### Task to carry out
All lines with the word "Convert" must be pulled from the entries below.

===== Dataset records

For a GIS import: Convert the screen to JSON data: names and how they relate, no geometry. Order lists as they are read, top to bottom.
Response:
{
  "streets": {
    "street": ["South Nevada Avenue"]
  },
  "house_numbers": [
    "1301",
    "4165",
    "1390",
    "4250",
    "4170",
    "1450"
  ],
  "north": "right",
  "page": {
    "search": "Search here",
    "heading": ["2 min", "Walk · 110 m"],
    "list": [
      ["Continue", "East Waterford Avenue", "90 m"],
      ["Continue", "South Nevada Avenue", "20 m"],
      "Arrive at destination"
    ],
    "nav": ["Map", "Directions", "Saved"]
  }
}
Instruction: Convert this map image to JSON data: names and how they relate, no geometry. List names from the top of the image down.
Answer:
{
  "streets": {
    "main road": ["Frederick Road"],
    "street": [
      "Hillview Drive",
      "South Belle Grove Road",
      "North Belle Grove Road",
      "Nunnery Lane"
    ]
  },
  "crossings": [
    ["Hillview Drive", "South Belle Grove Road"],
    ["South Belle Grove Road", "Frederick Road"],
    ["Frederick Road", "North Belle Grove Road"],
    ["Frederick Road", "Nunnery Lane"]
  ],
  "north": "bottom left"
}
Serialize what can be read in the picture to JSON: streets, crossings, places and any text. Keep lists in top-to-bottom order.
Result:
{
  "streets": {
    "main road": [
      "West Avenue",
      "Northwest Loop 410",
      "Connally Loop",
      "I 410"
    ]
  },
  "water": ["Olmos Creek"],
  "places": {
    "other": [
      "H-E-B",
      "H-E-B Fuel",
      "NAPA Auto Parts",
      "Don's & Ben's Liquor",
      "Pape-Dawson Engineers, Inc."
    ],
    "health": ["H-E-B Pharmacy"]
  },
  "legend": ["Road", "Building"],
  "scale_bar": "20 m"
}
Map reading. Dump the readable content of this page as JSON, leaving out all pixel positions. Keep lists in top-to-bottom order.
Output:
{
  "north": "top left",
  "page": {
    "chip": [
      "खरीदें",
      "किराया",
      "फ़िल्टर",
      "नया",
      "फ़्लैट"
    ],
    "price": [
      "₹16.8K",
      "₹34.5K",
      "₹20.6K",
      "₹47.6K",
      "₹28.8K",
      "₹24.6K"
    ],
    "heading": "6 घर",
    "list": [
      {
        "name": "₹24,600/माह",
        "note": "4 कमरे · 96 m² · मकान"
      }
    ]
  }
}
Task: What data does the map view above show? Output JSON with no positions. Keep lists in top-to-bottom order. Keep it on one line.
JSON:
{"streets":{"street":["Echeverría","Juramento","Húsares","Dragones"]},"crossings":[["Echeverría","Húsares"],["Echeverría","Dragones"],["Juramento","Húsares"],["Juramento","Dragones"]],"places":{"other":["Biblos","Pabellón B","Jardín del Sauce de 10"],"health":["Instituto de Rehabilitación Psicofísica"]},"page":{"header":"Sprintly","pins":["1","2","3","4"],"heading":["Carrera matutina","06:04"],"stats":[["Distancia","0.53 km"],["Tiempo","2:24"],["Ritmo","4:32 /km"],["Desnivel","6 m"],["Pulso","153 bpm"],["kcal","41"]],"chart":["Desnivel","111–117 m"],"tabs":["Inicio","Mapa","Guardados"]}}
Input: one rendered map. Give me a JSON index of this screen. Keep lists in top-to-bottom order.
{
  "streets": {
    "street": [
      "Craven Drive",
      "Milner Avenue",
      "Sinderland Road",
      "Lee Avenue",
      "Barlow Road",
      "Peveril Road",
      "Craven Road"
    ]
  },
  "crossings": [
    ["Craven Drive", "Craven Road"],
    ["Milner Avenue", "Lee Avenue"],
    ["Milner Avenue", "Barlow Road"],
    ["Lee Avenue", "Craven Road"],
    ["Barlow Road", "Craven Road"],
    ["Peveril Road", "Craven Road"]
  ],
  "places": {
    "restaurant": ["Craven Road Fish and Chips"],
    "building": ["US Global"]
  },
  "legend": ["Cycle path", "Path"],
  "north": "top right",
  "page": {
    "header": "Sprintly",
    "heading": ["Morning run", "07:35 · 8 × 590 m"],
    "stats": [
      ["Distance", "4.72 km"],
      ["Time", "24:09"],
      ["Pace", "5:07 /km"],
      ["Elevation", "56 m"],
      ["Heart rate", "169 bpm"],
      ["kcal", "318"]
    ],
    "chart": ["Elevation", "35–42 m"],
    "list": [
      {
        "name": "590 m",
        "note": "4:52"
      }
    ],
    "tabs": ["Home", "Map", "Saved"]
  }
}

==========

### Solution
For a GIS import: Convert the screen to JSON data: names and how they relate, no geometry. Order lists as they are read, top to bottom.
Instruction: Convert this map image to JSON data: names and how they relate, no geometry. List names from the top of the image down.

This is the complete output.